The approach seems fine, but there are some issues with the specific code you've shown.
But before I get to that, there have been suggestions in the comments that Task Parallelism is the way to go. I think that's misguided. There's a common misconception that if you want to have lots of work going on in parallel, you necessarily need lots of threads. That's only true if the work is compute-bound. But the work you're doing will be IO bound - this code is going to spend the vast majority of its time waiting for responses. It will do very little computation. So in practice, even if it only used a single thread, your initial target of 20 requests per second doesn't seem like a workload that would cause a single CPU core to break into a sweat.
In short, a single thread can handle very high levels of concurrent IO. You only need multiple threads if you need parallel execution of code, and that doesn't look likely to be the case here, because there's so little work for the CPU in this particular job.
(This misconception predates await
and async
by years. In fact, it predates the TPL - see http://www.interact-sw.co.uk/iangblog/2004/09/23/threadless for a .NET 1.1 era illustration of how you can handle thousands of concurrent requests with a tiny number of threads. The underlying principles still apply today because Windows networking IO still basically works the same way.)
Not that there's anything particularly wrong with using multiple threads here, I'm just pointing out that it's a bit of a distraction.

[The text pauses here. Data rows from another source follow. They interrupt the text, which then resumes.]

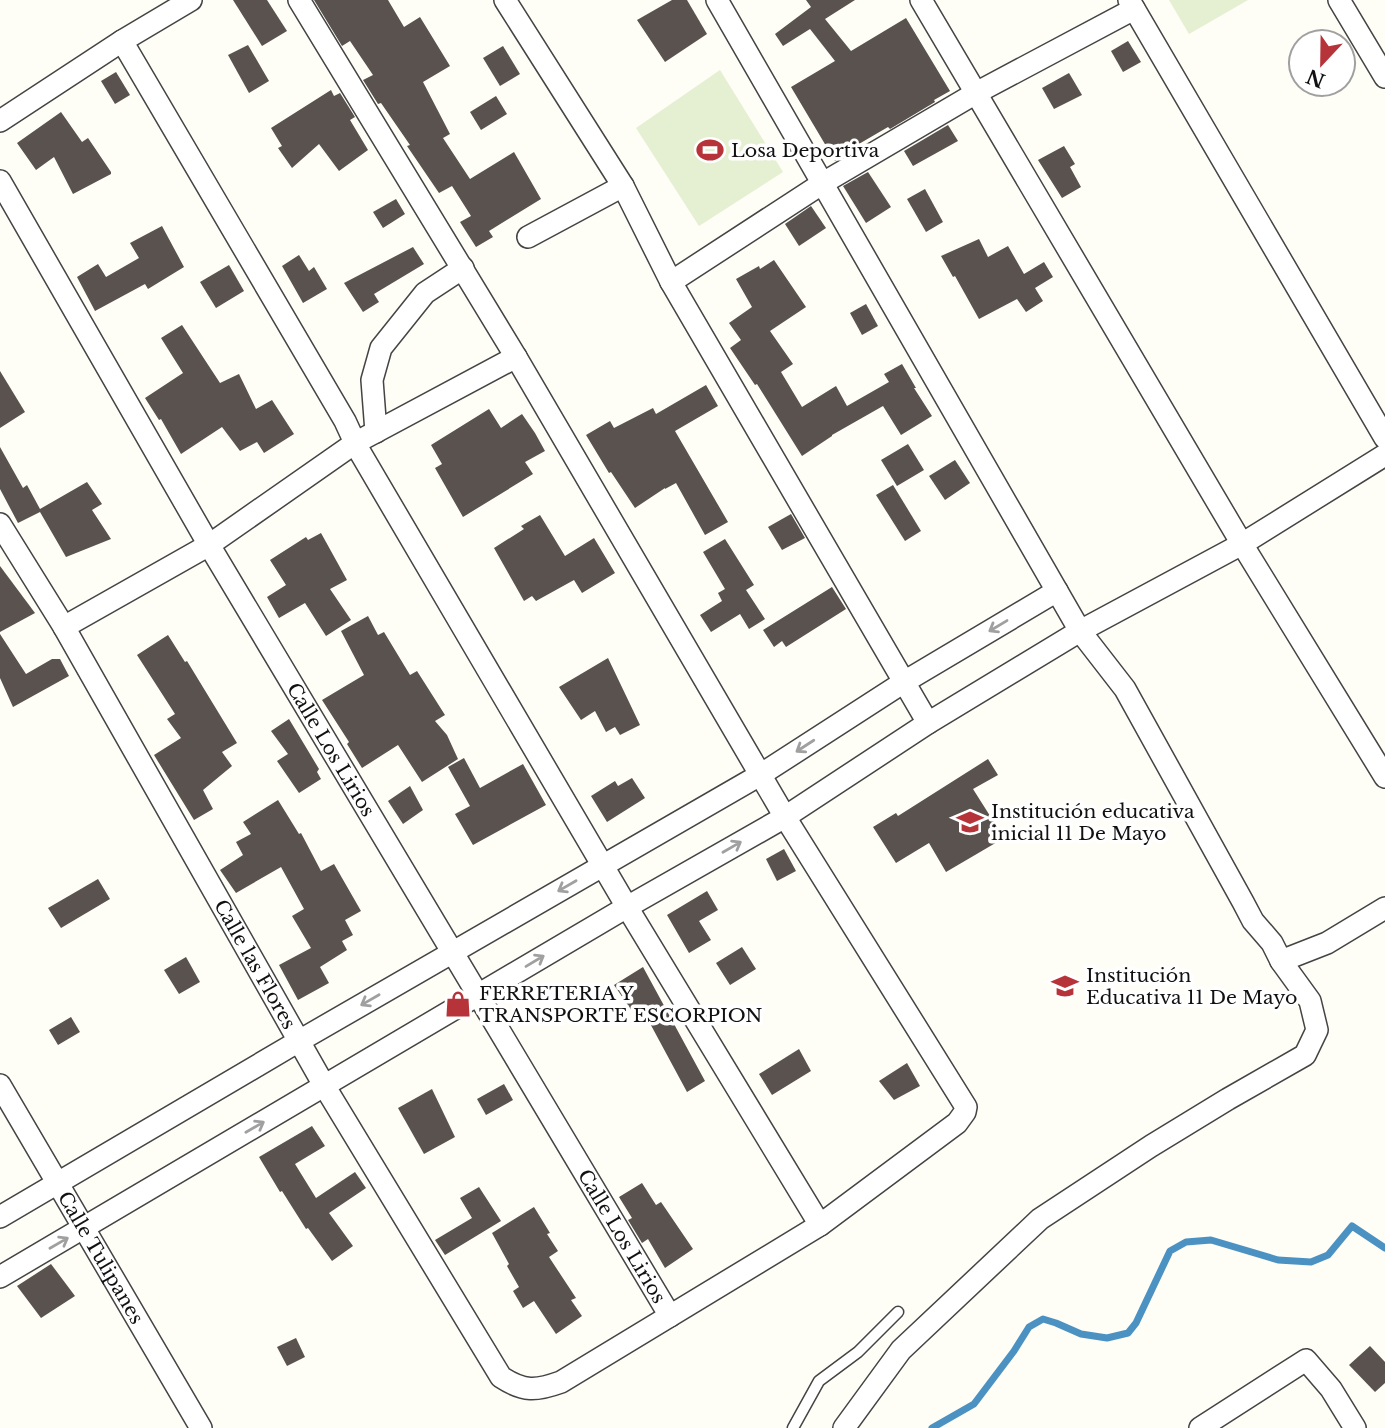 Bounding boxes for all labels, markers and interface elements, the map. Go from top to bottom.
north arrow [1287,28,1357,98]
text: N [1303,64,1328,92]
sports icon: Losa Deportiva [695,135,725,165]
place label: Losa Deportiva [731,139,880,162]
one-way arrow [989,619,1009,633]
street label: Calle Los Lirios [282,679,380,821]
one-way arrow [796,739,815,753]
place label: Institución educativa inicial 11 De Mayo [991,800,1195,845]
school or university icon: Institución educativa inicial 11 De Mayo [955,807,985,837]
one-way arrow [722,840,742,854]
one-way arrow [557,879,577,893]
street label: Calle las Flores [209,896,301,1033]
one-way arrow [525,954,545,968]
place label: Institución Educativa 11 De Mayo [1086,964,1297,1009]
school or university icon: Institución Educativa 11 De Mayo [1050,971,1080,1001]
place label: FERRETERIA Y TRANSPORTE ESCORPION [479,982,763,1027]
shop icon: FERRETERIA Y TRANSPORTE ESCORPION [443,989,473,1019]
one-way arrow [360,993,380,1007]
one-way arrow [245,1120,265,1134]
street label: Calle Los Lirios [573,1165,671,1307]
street label: Calle Tulipanes [53,1187,148,1328]
one-way arrow [49,1235,69,1249] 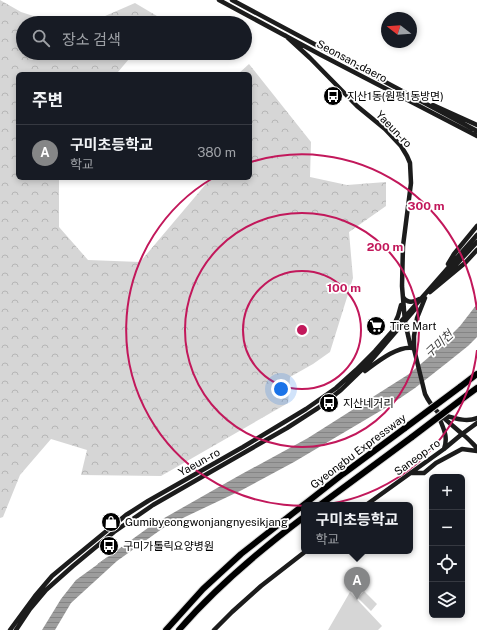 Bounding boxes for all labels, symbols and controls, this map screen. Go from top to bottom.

Anyway, back to your code. This line is problematic:
Task.Factory.StartNew( asyncWebRequestAndConcurrentCollectionUpdater, args);
While you've not given us all your code, I can't see how that will be able to compile. The overloads of StartNew
that accept two arguments require the first to be either an Action
, an Action<object>
, a Func<TResult>
, or a Func<object,TResult>
. In other words, it has to be a method that either takes no arguments, or accepts a single argument of type object
(and which may or may not return a value). Your 'asyncWebRequestAndConcurrentCollectionUpdater' takes an argument of type TestArgs
.
But the fact that it doesn't compile isn't the main problem. That's easily fixed. (E.g., change it to Task.Factory.StartNew(() => asyncWebRequestAndConcurrentCollectionUpdater(args));
) The real issue is what you're doing is a bit weird: you're using Task.StartNew
to invoke a method that already returns a Task
.
Task.StartNew
is a handy way to take a synchronous method (i.e., one that doesn't return a Task
) and run it in a non-blocking way. (It'll run on the thread pool.) But if you've got a method that already returns a Task
, then you didn't really need to use Task.StartNew
. The weirdness becomes more apparent if we look at what Task.StartNew
returns (once you've fixed the compilation error):
Task<Task> t = Task.Factory.StartNew(
() => asyncWebRequestAndConcurrentCollectionUpdater(args));
That Task<Task>
reveals what's happening. You've decided to wrap a method that was already asynchronous with a mechanism that is normally used to make non-asynchronous methods asynchronous. And so you've now got a Task
that produces a Task
.
One of the slightly surprising upshots of this is that if you were to wait for the task returned by StartNew
to complete, the underlying work would not necessarily be done:
t.Wait(); // doesn't wait for asyncWebRequestAndConcurrentCollectionUpdater to finish!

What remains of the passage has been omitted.